Print every line below without adding or leaving out a single word.

Saved entries
+===+
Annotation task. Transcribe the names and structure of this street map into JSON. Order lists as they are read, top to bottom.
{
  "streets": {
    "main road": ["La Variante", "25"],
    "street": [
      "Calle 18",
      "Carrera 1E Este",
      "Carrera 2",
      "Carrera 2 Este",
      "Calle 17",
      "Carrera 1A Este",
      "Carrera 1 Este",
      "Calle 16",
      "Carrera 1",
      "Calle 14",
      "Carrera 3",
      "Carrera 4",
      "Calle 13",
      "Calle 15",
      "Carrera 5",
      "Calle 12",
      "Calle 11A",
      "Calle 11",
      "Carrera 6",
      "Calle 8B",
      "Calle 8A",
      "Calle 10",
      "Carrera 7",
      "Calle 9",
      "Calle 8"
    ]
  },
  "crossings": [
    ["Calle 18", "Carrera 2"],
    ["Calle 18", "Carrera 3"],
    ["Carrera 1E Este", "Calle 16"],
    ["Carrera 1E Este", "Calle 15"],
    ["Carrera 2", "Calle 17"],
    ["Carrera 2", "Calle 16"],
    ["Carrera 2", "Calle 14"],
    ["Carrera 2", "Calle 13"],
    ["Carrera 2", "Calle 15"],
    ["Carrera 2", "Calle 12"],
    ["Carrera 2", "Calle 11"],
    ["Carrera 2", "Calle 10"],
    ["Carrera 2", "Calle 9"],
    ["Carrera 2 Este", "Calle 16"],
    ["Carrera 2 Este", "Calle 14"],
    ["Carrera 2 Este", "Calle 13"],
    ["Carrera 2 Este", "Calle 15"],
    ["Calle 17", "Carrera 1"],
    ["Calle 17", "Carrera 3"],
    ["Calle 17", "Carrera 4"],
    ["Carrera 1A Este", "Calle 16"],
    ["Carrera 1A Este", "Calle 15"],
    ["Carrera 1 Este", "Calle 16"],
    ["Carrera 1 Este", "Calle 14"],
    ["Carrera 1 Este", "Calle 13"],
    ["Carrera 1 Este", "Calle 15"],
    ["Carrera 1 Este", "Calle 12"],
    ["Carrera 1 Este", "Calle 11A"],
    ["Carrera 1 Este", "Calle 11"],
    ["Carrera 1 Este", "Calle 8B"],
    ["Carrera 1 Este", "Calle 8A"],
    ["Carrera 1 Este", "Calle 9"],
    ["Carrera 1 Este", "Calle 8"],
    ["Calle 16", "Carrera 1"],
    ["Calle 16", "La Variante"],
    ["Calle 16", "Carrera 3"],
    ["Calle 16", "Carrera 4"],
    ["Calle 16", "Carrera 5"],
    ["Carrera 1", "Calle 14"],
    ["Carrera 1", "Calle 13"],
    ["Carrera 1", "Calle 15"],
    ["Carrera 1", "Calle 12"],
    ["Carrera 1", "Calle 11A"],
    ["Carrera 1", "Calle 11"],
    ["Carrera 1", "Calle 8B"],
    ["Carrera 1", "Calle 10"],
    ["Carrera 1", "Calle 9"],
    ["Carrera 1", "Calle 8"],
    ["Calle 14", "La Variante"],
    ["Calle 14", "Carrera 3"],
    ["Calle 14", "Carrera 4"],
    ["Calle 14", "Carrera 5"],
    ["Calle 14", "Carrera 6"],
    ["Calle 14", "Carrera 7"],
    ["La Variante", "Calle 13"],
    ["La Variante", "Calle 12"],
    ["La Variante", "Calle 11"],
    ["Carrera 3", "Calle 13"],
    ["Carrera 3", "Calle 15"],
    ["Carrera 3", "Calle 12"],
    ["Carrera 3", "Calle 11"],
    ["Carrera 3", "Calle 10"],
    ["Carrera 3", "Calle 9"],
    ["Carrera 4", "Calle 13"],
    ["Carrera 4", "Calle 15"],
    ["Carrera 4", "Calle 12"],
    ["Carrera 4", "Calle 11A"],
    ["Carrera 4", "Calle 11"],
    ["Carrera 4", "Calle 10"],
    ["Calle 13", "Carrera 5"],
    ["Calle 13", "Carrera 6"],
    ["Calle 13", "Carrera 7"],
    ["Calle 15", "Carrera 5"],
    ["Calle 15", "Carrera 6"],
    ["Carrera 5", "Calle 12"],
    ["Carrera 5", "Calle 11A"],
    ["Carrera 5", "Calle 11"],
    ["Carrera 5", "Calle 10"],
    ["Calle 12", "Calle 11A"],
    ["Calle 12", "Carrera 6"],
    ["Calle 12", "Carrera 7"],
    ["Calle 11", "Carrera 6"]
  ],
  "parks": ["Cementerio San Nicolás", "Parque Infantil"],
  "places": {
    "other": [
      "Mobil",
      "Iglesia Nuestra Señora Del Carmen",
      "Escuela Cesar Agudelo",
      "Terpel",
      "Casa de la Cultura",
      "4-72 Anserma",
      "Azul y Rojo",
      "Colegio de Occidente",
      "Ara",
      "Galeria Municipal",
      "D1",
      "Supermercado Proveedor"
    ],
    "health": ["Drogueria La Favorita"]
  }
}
+===+
▸ Solution to this task
Annotation task. Transcribe the names and structure of this street map into JSON. Order lists as they are read, top to bottom.
{
  "streets": {
    "main road": ["La Variante", "25"],
    "street": [
      "Calle 18",
      "Carrera 1E Este",
      "Carrera 2",
      "Carrera 2 Este",
      "Calle 17",
      "Carrera 1A Este",
      "Carrera 1 Este",
      "Calle 16",
      "Carrera 1",
      "Calle 14",
      "Carrera 3",
      "Carrera 4",
      "Calle 13",
      "Calle 15",
      "Carrera 5",
      "Calle 12",
      "Calle 11A",
      "Calle 11",
      "Carrera 6",
      "Calle 8B",
      "Calle 8A",
      "Calle 10",
      "Carrera 7",
      "Calle 9",
      "Calle 8"
    ]
  },
  "crossings": [
    ["Calle 18", "Carrera 2"],
    ["Calle 18", "Carrera 3"],
    ["Carrera 1E Este", "Calle 16"],
    ["Carrera 1E Este", "Calle 15"],
    ["Carrera 2", "Calle 17"],
    ["Carrera 2", "Calle 16"],
    ["Carrera 2", "Calle 14"],
    ["Carrera 2", "Calle 13"],
    ["Carrera 2", "Calle 15"],
    ["Carrera 2", "Calle 12"],
    ["Carrera 2", "Calle 11"],
    ["Carrera 2", "Calle 10"],
    ["Carrera 2", "Calle 9"],
    ["Carrera 2 Este", "Calle 16"],
    ["Carrera 2 Este", "Calle 14"],
    ["Carrera 2 Este", "Calle 13"],
    ["Carrera 2 Este", "Calle 15"],
    ["Calle 17", "Carrera 1"],
    ["Calle 17", "Carrera 3"],
    ["Calle 17", "Carrera 4"],
    ["Carrera 1A Este", "Calle 16"],
    ["Carrera 1A Este", "Calle 15"],
    ["Carrera 1 Este", "Calle 16"],
    ["Carrera 1 Este", "Calle 14"],
    ["Carrera 1 Este", "Calle 13"],
    ["Carrera 1 Este", "Calle 15"],
    ["Carrera 1 Este", "Calle 12"],
    ["Carrera 1 Este", "Calle 11A"],
    ["Carrera 1 Este", "Calle 11"],
    ["Carrera 1 Este", "Calle 8B"],
    ["Carrera 1 Este", "Calle 8A"],
    ["Carrera 1 Este", "Calle 9"],
    ["Carrera 1 Este", "Calle 8"],
    ["Calle 16", "Carrera 1"],
    ["Calle 16", "La Variante"],
    ["Calle 16", "Carrera 3"],
    ["Calle 16", "Carrera 4"],
    ["Calle 16", "Carrera 5"],
    ["Carrera 1", "Calle 14"],
    ["Carrera 1", "Calle 13"],
    ["Carrera 1", "Calle 15"],
    ["Carrera 1", "Calle 12"],
    ["Carrera 1", "Calle 11A"],
    ["Carrera 1", "Calle 11"],
    ["Carrera 1", "Calle 8B"],
    ["Carrera 1", "Calle 10"],
    ["Carrera 1", "Calle 9"],
    ["Carrera 1", "Calle 8"],
    ["Calle 14", "La Variante"],
    ["Calle 14", "Carrera 3"],
    ["Calle 14", "Carrera 4"],
    ["Calle 14", "Carrera 5"],
    ["Calle 14", "Carrera 6"],
    ["Calle 14", "Carrera 7"],
    ["La Variante", "Calle 13"],
    ["La Variante", "Calle 12"],
    ["La Variante", "Calle 11"],
    ["Carrera 3", "Calle 13"],
    ["Carrera 3", "Calle 15"],
    ["Carrera 3", "Calle 12"],
    ["Carrera 3", "Calle 11"],
    ["Carrera 3", "Calle 10"],
    ["Carrera 3", "Calle 9"],
    ["Carrera 4", "Calle 13"],
    ["Carrera 4", "Calle 15"],
    ["Carrera 4", "Calle 12"],
    ["Carrera 4", "Calle 11A"],
    ["Carrera 4", "Calle 11"],
    ["Carrera 4", "Calle 10"],
    ["Calle 13", "Carrera 5"],
    ["Calle 13", "Carrera 6"],
    ["Calle 13", "Carrera 7"],
    ["Calle 15", "Carrera 5"],
    ["Calle 15", "Carrera 6"],
    ["Carrera 5", "Calle 12"],
    ["Carrera 5", "Calle 11A"],
    ["Carrera 5", "Calle 11"],
    ["Carrera 5", "Calle 10"],
    ["Calle 12", "Calle 11A"],
    ["Calle 12", "Carrera 6"],
    ["Calle 12", "Carrera 7"],
    ["Calle 11", "Carrera 6"]
  ],
  "parks": ["Cementerio San Nicolás", "Parque Infantil"],
  "places": {
    "other": [
      "Mobil",
      "Iglesia Nuestra Señora Del Carmen",
      "Escuela Cesar Agudelo",
      "Terpel",
      "Casa de la Cultura",
      "4-72 Anserma",
      "Azul y Rojo",
      "Colegio de Occidente",
      "Ara",
      "Galeria Municipal",
      "D1",
      "Supermercado Proveedor"
    ],
    "health": ["Drogueria La Favorita"]
  }
}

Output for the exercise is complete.